# Chapter 3: Improving the way neural networks learn

## The cross-entropy cost function

## Introducing the cross-entropy cost function

### Exercise 1 ([link](http://neuralnetworksanddeeplearning.com/chap3.html#exercise_35813)): verify that $\sigma'(z) = \sigma(z) (1-\sigma(z))$

The definition of the sigmoid function is: $\sigma(z) = \frac{1}{1 + e^{-z}} = (1 + e^{-z})^{-1}$.

The derivative of the denominator is $-e^{-z}$ and therefore we have $\sigma'(z) = + e^{-z} (1 + e^{-z})^{-2} = \frac{e^{-z}}{(1 + e^{-z})^2}$

And $\sigma(z)(1 - \sigma(z)) = \frac{1}{1 + e^{-z}} \frac{1 + e^{-z} - 1}{1 + e^{-z}} = \frac{e^{-z}}{(1 + e^{-z})^2}$

And so we have $\sigma'(z) = \sigma(z) (1-\sigma(z))$.

### Exercise 2 ([link](http://neuralnetworksanddeeplearning.com/chap3.html#exercises_824189)): the roles of $y$s and $a$s in the cross-entropy cost function

The correct cross-entropy cost function is $-[y \ln a + (1-y) \ln (1-a)]$.

The (incorrect) similar expression $-[a \ln y + (1-a) \ln (1-y)]$ isn't defined when $y = 0$ or $y = 1$, because $\ln(x)$ isn't defined when $x = 0$.

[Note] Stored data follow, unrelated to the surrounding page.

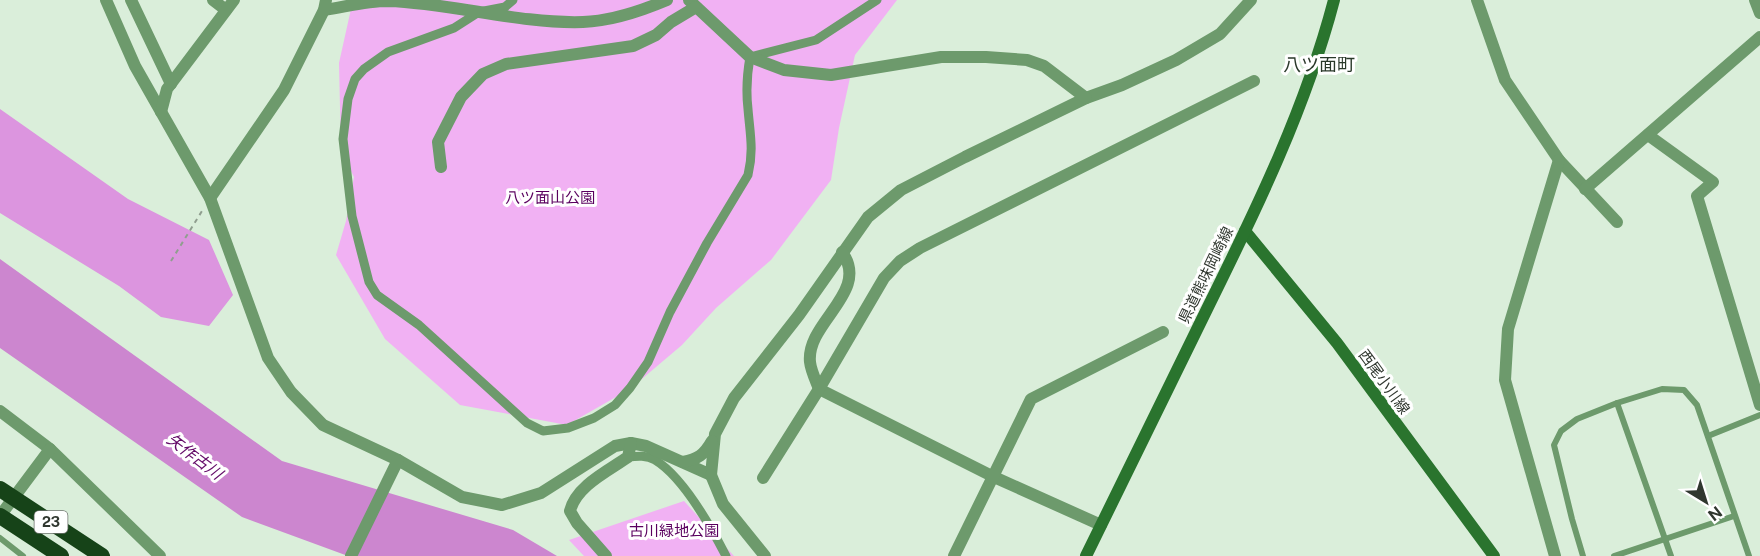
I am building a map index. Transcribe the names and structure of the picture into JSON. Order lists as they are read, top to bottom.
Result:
{
  "streets": {
    "highway": ["23"],
    "main road": ["県道熊味岡崎線", "西尾小川線"]
  },
  "crossings": [
    ["県道熊味岡崎線", "西尾小川線"]
  ],
  "districts": ["八ツ面町"],
  "water": ["矢作古川"],
  "parks": ["八ツ面山公園", "古川緑地公園"],
  "north": "bottom right"
}
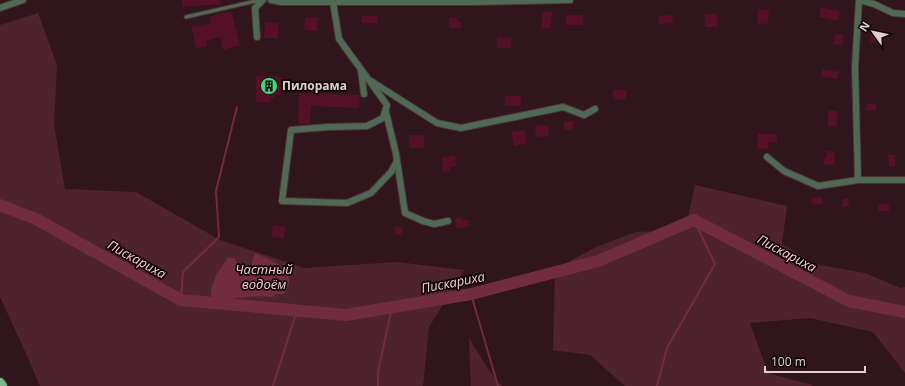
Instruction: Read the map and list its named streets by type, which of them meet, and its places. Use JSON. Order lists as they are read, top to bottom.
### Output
{
  "water": ["Пискариха", "Частный водоём"],
  "places": {
    "building": ["Пилорама"]
  },
  "scale_bar": "100 m",
  "north": "top left"
}
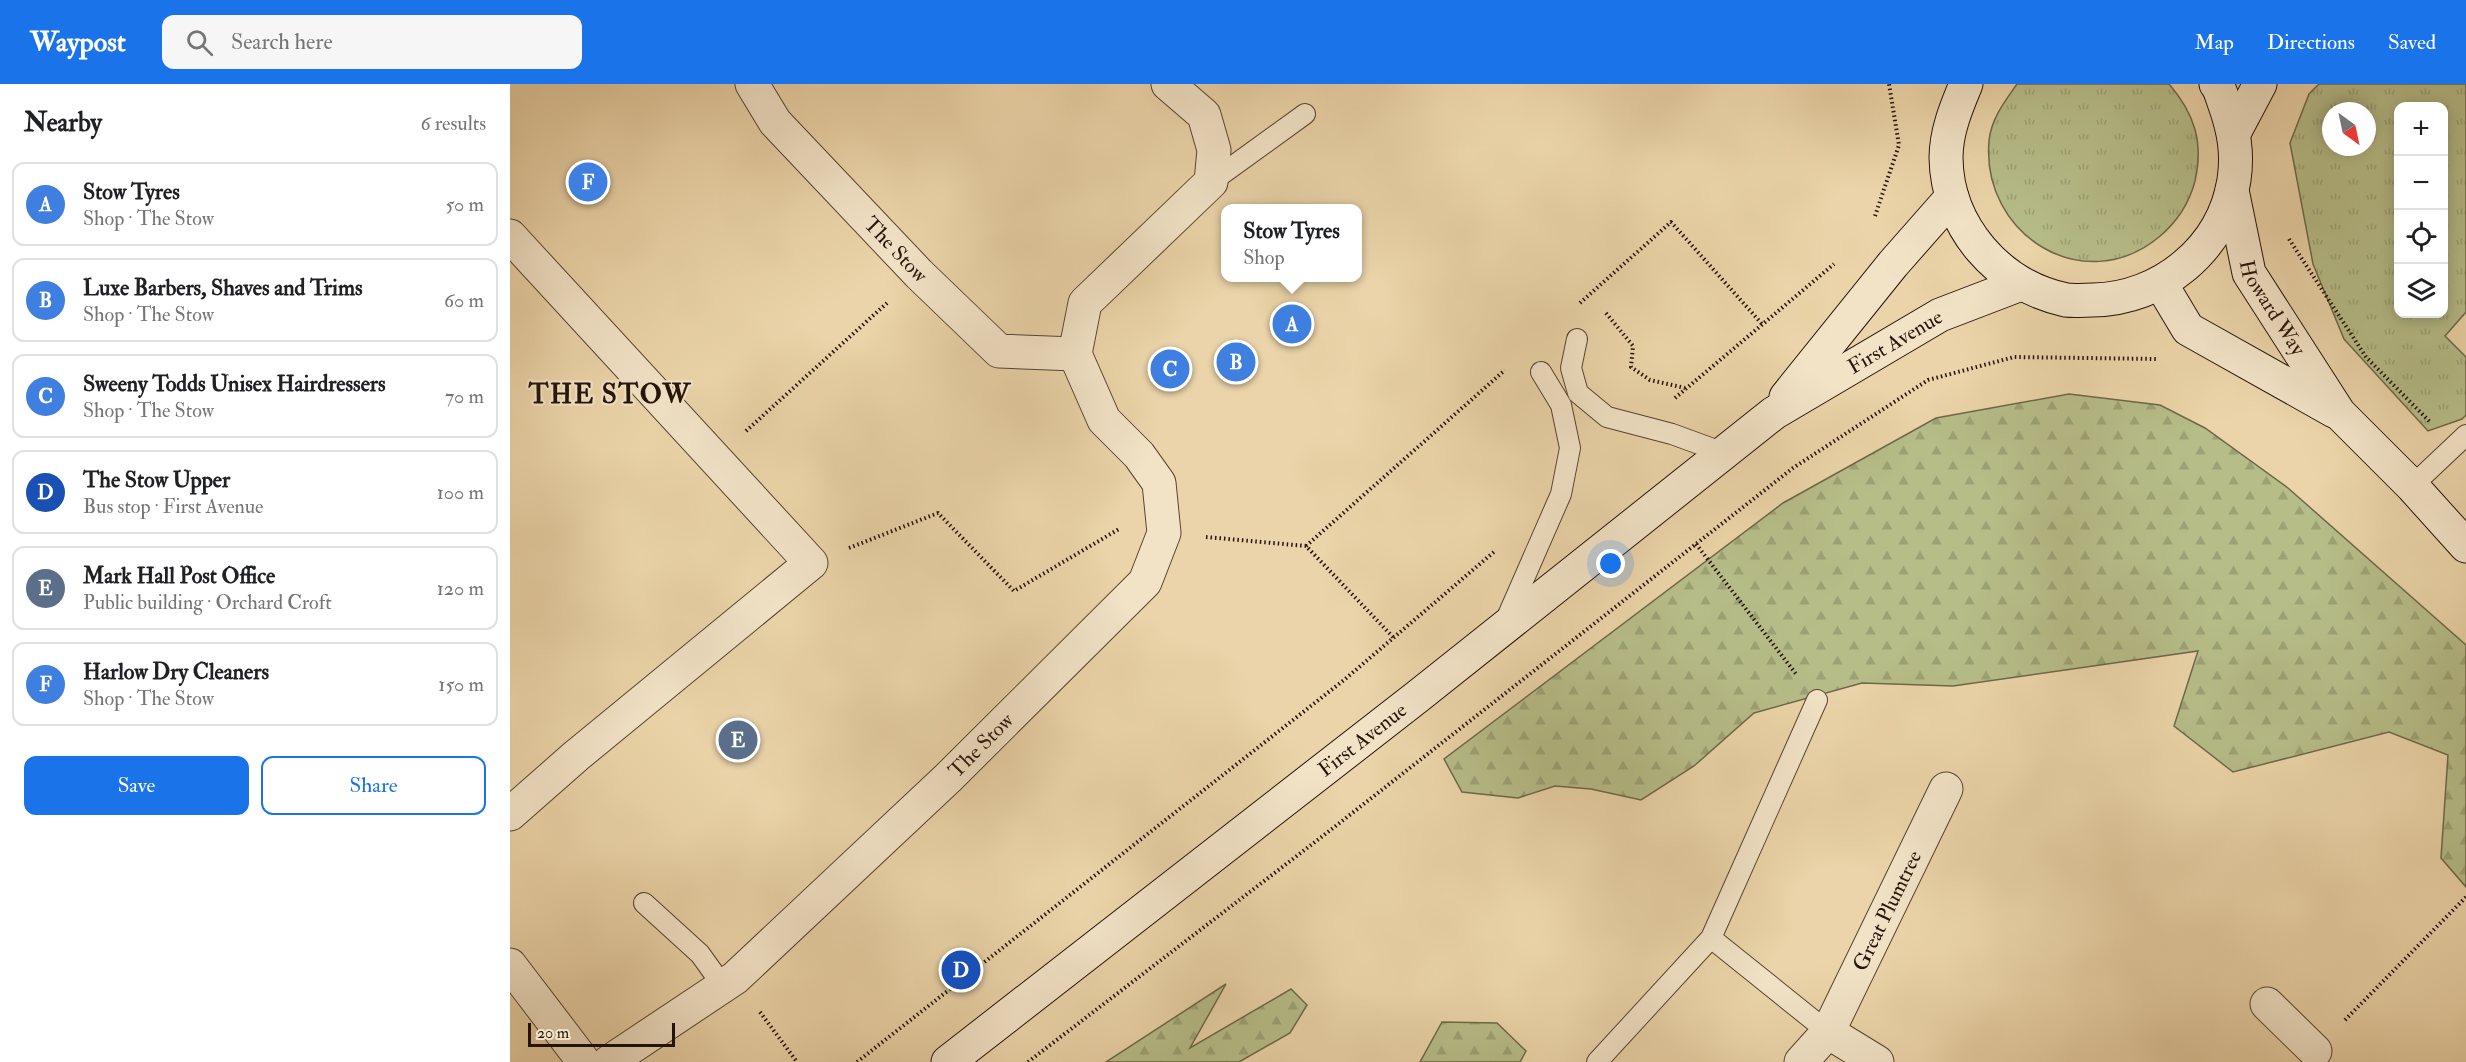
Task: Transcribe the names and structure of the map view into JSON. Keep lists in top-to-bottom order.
{
  "streets": {
    "street": [
      "The Stow",
      "Howard Way",
      "First Avenue",
      "Great Plumtree"
    ]
  },
  "districts": ["THE STOW"],
  "scale_bar": "20 m",
  "north": "bottom right",
  "page": {
    "header": "Waypost",
    "search": "Search here",
    "nav": ["Map", "Directions", "Saved"],
    "heading": ["Nearby", "6 results"],
    "map_buttons": ["+", "−"],
    "pins": [
      "F",
      "A",
      "B",
      "C",
      "E",
      "D"
    ],
    "list": [
      {
        "mark": "A",
        "name": "Stow Tyres",
        "note": "Shop · The Stow",
        "value": "50 m"
      },
      {
        "mark": "B",
        "name": "Luxe Barbers, Shaves and Trims",
        "note": "Shop · The Stow",
        "value": "60 m"
      },
      {
        "mark": "C",
        "name": "Sweeny Todds Unisex Hairdressers",
        "note": "Shop · The Stow",
        "value": "70 m"
      },
      {
        "mark": "D",
        "name": "The Stow Upper",
        "note": "Bus stop · First Avenue",
        "value": "100 m"
      },
      {
        "mark": "E",
        "name": "Mark Hall Post Office",
        "note": "Public building · Orchard Croft",
        "value": "120 m"
      },
      {
        "mark": "F",
        "name": "Harlow Dry Cleaners",
        "note": "Shop · The Stow",
        "value": "150 m"
      }
    ],
    "popup": ["Stow Tyres", "Shop"],
    "buttons": ["Save", "Share"],
    "scale": "20 m"
  }
}
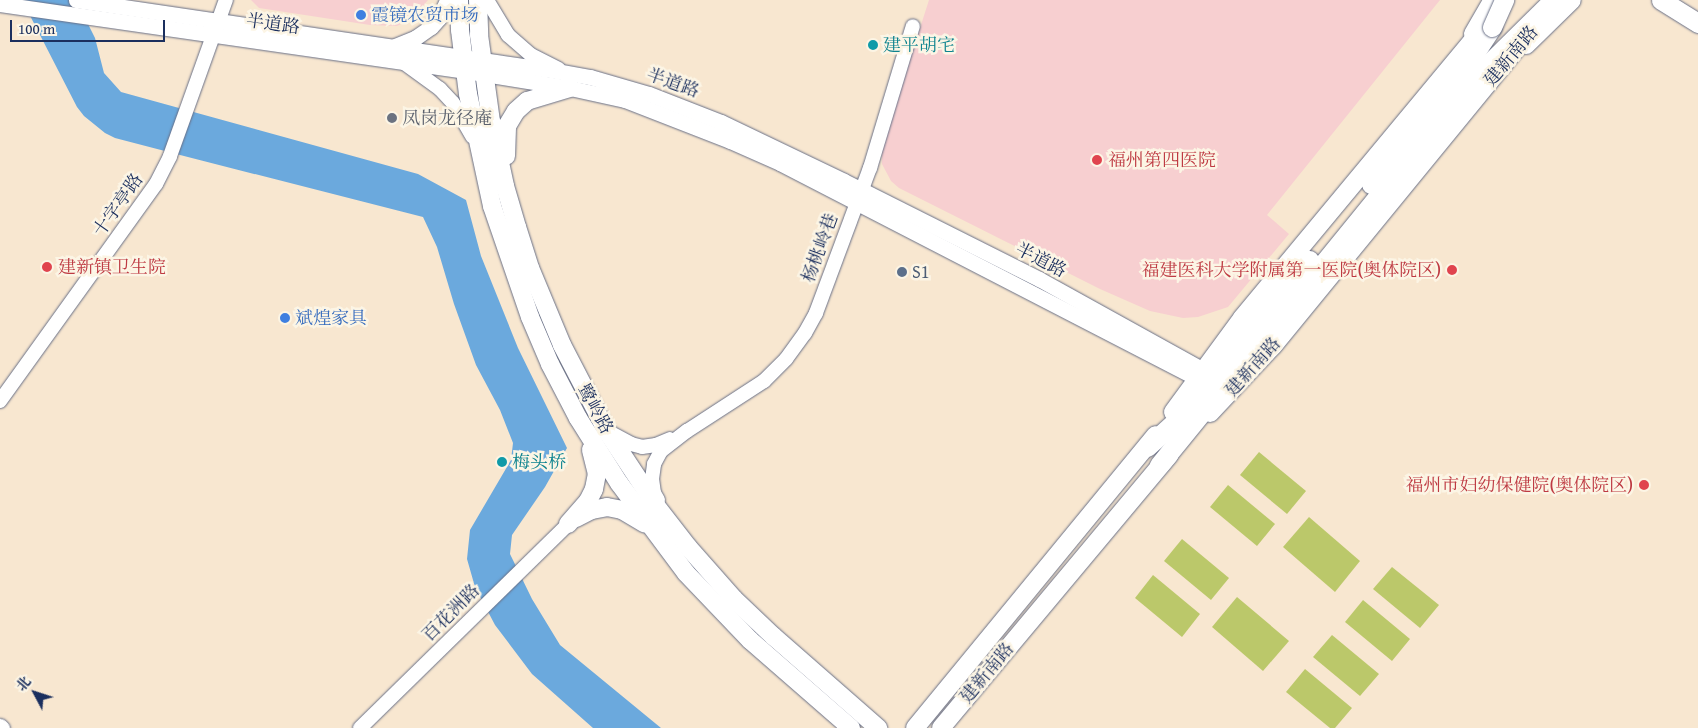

This is an issue because $y = 0$ or $y = 1$ can clearly happen, as $y$ is the correct output (if the expected answer is "yes", we would ideally like the network to output exactly 1; in this case we would have $y = 1$).

In the right definition, we might think that the same problem would arise when $a = 0$ or $a = 1$. However, this never happens with the sigmoid activation function, because $a = \sigma(z)$ and whatever the weighted input $z$ for a neuron, we will always have $0 < \sigma(z) < 1$ by definition of $\sigma$.

### Exercise 3: show that the cross-entropy function is still a good cost function when $0 < y < 1$.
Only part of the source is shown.